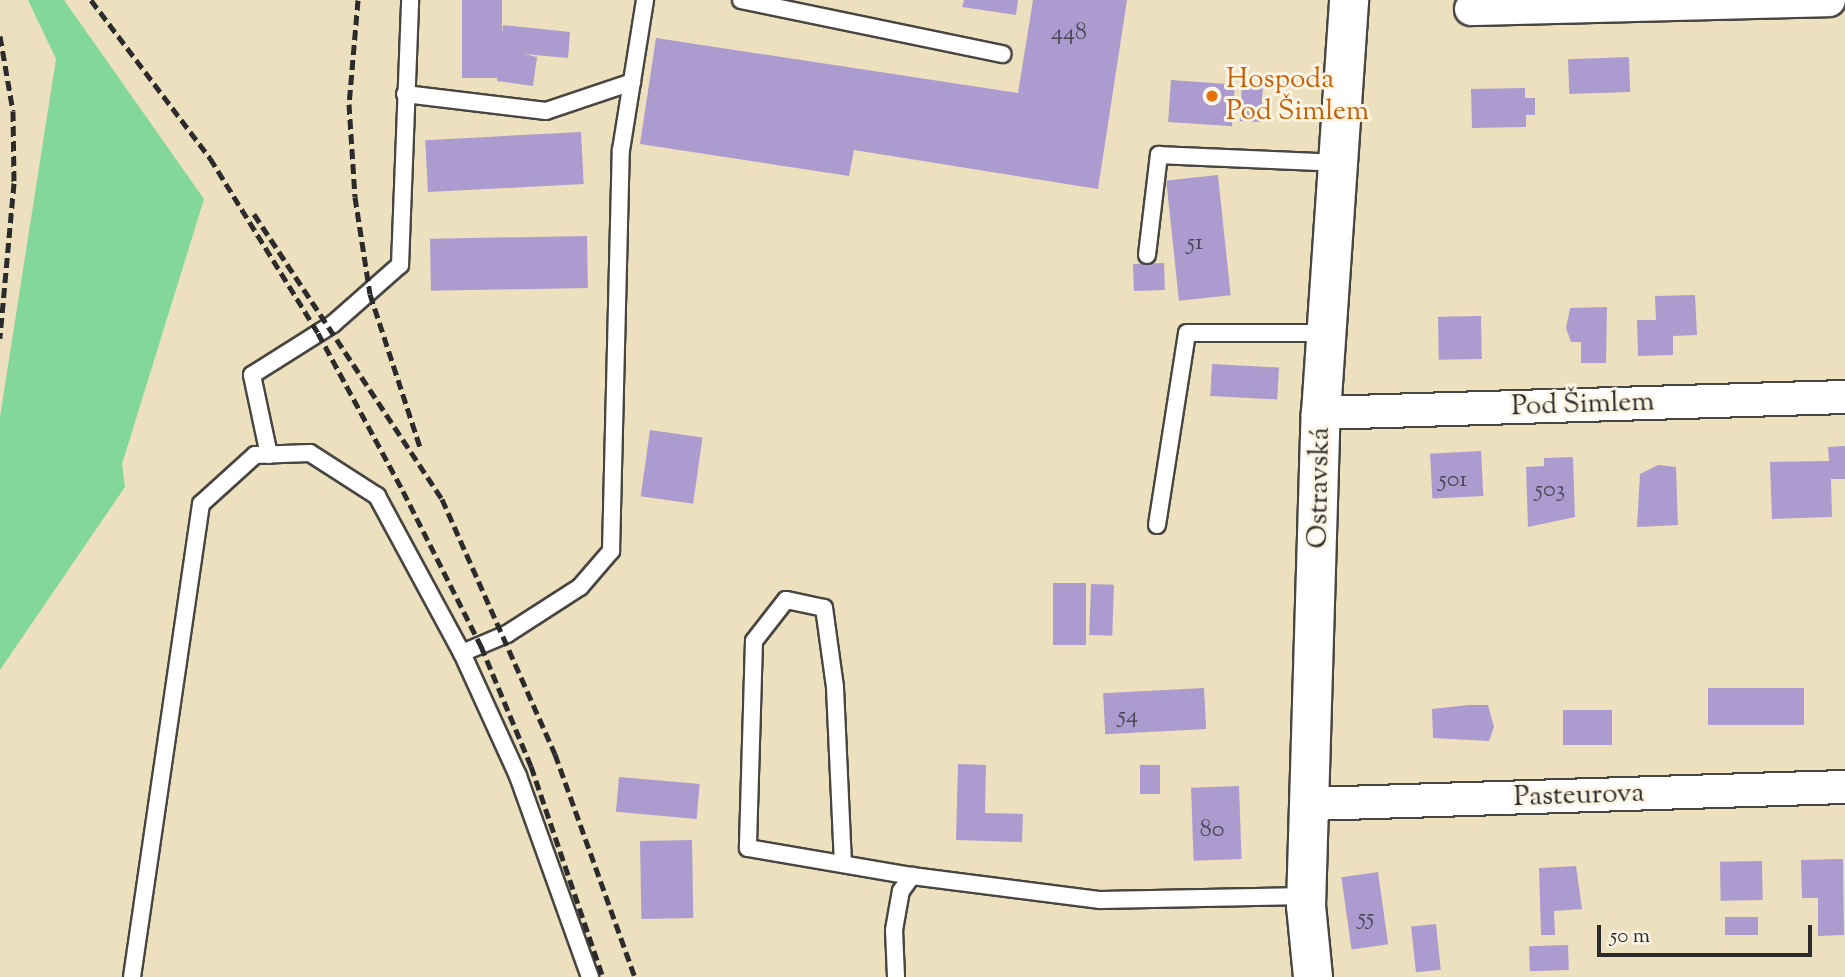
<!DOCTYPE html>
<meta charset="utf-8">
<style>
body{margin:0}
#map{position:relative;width:1845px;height:977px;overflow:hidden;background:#ede0bf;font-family:"Sorts Mill Goudy",serif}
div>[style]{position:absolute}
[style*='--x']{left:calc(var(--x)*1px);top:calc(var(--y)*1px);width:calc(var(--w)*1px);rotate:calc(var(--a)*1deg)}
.green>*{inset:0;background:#83d79a}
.building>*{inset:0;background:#ac9bce;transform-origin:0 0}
.roads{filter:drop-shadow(2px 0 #484641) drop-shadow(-2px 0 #484641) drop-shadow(0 2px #484641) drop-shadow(0 -2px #484641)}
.service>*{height:16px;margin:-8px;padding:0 8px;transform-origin:8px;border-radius:8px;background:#fff}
.minor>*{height:32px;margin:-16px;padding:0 16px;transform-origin:16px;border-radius:16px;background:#fff}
.tertiary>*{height:38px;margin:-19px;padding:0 19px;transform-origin:19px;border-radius:19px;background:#fff}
.rail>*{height:5px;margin-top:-2.5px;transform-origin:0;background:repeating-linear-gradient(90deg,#2b2b2b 0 10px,transparent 0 15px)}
.dots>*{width:19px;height:19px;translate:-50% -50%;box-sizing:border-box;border:4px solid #fcf5e5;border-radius:50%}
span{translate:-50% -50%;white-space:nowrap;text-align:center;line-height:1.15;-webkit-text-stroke:6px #fcf5e5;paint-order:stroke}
.number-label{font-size:24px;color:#4b4754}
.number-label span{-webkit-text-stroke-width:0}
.food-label{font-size:28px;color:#c56008}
.left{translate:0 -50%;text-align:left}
.street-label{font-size:28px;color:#2b2b2b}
.scale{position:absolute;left:1597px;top:925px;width:215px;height:32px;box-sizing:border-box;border:4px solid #2b2b2b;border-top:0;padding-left:9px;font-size:21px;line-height:24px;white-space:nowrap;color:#2b2b2b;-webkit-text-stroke:5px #fcf5e5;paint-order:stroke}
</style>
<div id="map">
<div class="green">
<i style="clip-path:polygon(28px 0,64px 0,204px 199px,122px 464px,125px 487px,0 670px,0 417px,56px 59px)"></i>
</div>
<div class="building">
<i style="left:462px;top:0;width:40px;height:78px"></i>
<i style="clip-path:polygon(964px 0,1018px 0,1016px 15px,962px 7px)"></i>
<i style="clip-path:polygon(1033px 0,1127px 0,1098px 189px,854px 150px,849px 176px,640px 144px,656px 38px,1018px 93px)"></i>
<i style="clip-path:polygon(503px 25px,570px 32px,568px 58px,524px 54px,537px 57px,533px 86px,497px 81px)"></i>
<i style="left:1629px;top:57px;width:35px;height:61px;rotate:88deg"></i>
<i style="left:1171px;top:80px;width:64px;height:42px;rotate:4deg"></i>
<i style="left:1242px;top:83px;width:21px;height:38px;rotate:3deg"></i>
<i style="clip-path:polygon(1525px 88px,1525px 98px,1535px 98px,1535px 115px,1526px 115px,1526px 127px,1472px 128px,1471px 89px)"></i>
<i style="left:581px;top:132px;width:52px;height:156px;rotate:87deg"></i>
<i style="left:1218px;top:175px;width:121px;height:52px;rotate:84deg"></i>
<i style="left:587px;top:236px;width:52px;height:157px;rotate:89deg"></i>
<i style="left:1164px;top:263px;width:27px;height:31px;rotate:88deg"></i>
<i style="clip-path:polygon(1695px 295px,1697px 335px,1673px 336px,1673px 355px,1638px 356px,1637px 320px,1656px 320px,1655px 296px)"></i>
<i style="clip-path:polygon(1607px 307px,1606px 363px,1581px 363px,1581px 342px,1571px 342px,1566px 328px,1570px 308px)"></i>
<i style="left:1481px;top:316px;width:43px;height:43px;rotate:89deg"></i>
<i style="left:1212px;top:364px;width:67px;height:32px;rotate:3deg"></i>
<i style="left:650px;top:430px;width:53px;height:67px;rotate:8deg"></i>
<i style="clip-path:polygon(1845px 446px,1845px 479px,1831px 479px,1832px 517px,1772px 519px,1770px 462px,1829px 461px,1828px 447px)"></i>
<i style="left:1481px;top:451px;width:45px;height:51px;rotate:87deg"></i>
<i style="clip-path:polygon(1573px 457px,1575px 517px,1528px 527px,1526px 467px,1544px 466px,1544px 458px)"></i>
<i style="clip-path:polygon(1658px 465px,1676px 467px,1678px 525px,1637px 527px,1640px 474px)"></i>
<i style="left:1053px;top:583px;width:33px;height:62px"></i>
<i style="left:1091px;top:584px;width:23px;height:51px;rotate:2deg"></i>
<i style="left:1204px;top:688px;width:41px;height:101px;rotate:87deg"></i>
<i style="left:1804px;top:688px;width:37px;height:96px;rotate:90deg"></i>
<i style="clip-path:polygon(1468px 705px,1488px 705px,1494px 727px,1489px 741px,1433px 738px,1432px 709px)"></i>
<i style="left:1612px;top:710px;width:35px;height:49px;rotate:90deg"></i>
<i style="clip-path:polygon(958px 764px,986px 765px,985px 813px,1023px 814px,1022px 842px,956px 840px)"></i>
<i style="left:1140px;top:765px;width:20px;height:29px"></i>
<i style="left:619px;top:777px;width:81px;height:35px;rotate:5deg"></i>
<i style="left:1239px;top:786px;width:73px;height:48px;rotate:88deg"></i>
<i style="left:692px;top:840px;width:78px;height:52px;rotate:89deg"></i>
<i style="clip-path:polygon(1843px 859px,1844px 935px,1818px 936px,1818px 898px,1802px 898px,1801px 860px)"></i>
<i style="left:1762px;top:861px;width:39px;height:42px;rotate:89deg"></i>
<i style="clip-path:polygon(1576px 866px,1582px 909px,1554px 911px,1555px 935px,1541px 935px,1539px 868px)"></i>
<i style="left:1378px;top:872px;width:73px;height:37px;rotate:82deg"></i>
<i style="left:1758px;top:917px;width:18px;height:33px;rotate:90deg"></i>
<i style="left:1436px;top:924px;width:46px;height:25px;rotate:84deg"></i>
<i style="left:1568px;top:945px;width:25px;height:39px;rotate:88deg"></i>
</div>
<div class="roads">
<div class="service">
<i style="--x:741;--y:0;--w:267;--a:11.7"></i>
<i style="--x:405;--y:94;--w:142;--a:6.9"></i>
<i style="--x:546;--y:111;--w:91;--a:-18.6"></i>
<i style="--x:1147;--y:255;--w:101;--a:-83.2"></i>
<i style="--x:1159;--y:155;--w:180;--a:2.5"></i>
<i style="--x:269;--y:455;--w:82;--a:-102"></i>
<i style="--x:252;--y:375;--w:96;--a:-32.2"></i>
<i style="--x:333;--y:324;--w:89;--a:-41.4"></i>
<i style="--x:400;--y:265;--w:265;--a:-87.8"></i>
<i style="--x:1157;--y:525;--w:194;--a:-81.1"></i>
<i style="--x:1187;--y:333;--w:140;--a:0"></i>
<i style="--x:462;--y:653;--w:49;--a:-22.9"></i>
<i style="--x:507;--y:634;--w:87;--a:-32.8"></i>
<i style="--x:580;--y:587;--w:48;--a:-49.3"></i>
<i style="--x:611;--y:551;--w:401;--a:-88.6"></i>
<i style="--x:621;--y:150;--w:152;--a:-80.9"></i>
<i style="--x:843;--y:864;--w:177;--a:-92.6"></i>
<i style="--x:835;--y:687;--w:80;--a:-97.9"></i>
<i style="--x:824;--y:608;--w:39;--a:-168"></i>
<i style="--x:786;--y:600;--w:52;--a:128"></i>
<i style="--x:754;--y:641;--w:207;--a:91.7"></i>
<i style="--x:748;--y:848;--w:166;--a:9.7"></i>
<i style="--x:132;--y:977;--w:478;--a:-81.7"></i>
<i style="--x:201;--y:504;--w:73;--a:-42.2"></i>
<i style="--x:255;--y:455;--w:55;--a:-2.1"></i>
<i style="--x:310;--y:453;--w:80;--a:32.7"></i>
<i style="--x:377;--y:496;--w:179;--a:61.6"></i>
<i style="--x:462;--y:653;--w:135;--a:65.5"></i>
<i style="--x:518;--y:776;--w:214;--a:70.3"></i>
<i style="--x:896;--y:977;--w:47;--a:-92.4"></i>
<i style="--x:894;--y:930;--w:40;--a:-80"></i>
<i style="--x:901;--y:891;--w:19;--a:-54"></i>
<i style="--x:912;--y:876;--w:190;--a:7.3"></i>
<i style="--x:1100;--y:900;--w:207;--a:-1.1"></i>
</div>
<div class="minor">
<i style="--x:1471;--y:9;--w:358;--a:-1.4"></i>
<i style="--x:1321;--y:413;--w:524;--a:-1.75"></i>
<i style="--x:1312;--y:804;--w:533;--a:-1.83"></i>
</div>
<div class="tertiary">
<i style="--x:1313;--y:977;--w:71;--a:-95.6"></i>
<i style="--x:1306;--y:906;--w:493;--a:-88.3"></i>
<i style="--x:1321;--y:413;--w:414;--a:-86.1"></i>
</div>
</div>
<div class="rail">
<i style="--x:91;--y:0;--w:198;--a:53"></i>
<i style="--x:210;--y:158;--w:206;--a:58.3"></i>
<i style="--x:318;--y:333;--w:179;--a:61.7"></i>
<i style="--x:403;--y:491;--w:174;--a:63.3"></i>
<i style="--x:481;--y:646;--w:130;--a:67.4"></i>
<i style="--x:531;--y:766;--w:223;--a:71.2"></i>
<i style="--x:358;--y:0;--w:104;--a:94.9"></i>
<i style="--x:349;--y:104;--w:93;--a:86.3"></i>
<i style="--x:355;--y:197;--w:98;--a:81.2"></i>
<i style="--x:370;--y:294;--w:164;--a:71.9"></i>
<i style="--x:0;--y:36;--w:76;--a:80.2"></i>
<i style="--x:13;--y:111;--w:72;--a:89.2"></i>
<i style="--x:14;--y:183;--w:156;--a:95.2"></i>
<i style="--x:254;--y:214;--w:341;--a:56.6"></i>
<i style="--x:442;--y:499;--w:279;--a:66.1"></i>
<i style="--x:555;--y:754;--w:237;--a:70.3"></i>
</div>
<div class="dots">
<i style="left:1212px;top:96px;background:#e8710a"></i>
</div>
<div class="number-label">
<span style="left:1069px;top:34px">448</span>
<span style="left:1195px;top:244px">51</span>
<span style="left:1453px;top:481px">501</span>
<span style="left:1550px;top:491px">503</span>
<span style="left:1128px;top:717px">54</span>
<span style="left:1212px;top:831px">80</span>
<span style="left:1366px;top:919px">55</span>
</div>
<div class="food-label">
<span class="left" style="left:1226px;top:96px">Hospoda<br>Pod Šimlem</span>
</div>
<div class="street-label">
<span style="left:1583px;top:405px;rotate:-2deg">Pod Šimlem</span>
<span style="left:1320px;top:488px;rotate:-89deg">Ostravská</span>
<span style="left:1579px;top:796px;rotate:-2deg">Pasteurova</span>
</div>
<div class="scale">50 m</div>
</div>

● What you will do:
Exactly as they appear, transcribe the lines from the top of the material above through the line with "0 #484641) drop-shadow(-2px". Omit any picture.

● Response:
<!DOCTYPE html>
<meta charset="utf-8">
<style>
body{margin:0}
#map{position:relative;width:1845px;height:977px;overflow:hidden;background:#ede0bf;font-family:"Sorts Mill Goudy",serif}
div>[style]{position:absolute}
[style*='--x']{left:calc(var(--x)*1px);top:calc(var(--y)*1px);width:calc(var(--w)*1px);rotate:calc(var(--a)*1deg)}
.green>*{inset:0;background:#83d79a}
.building>*{inset:0;background:#ac9bce;transform-origin:0 0}
.roads{filter:drop-shadow(2px 0 #484641) drop-shadow(-2px 0 #484641) drop-shadow(0 2px #484641) drop-shadow(0 -2px #484641)}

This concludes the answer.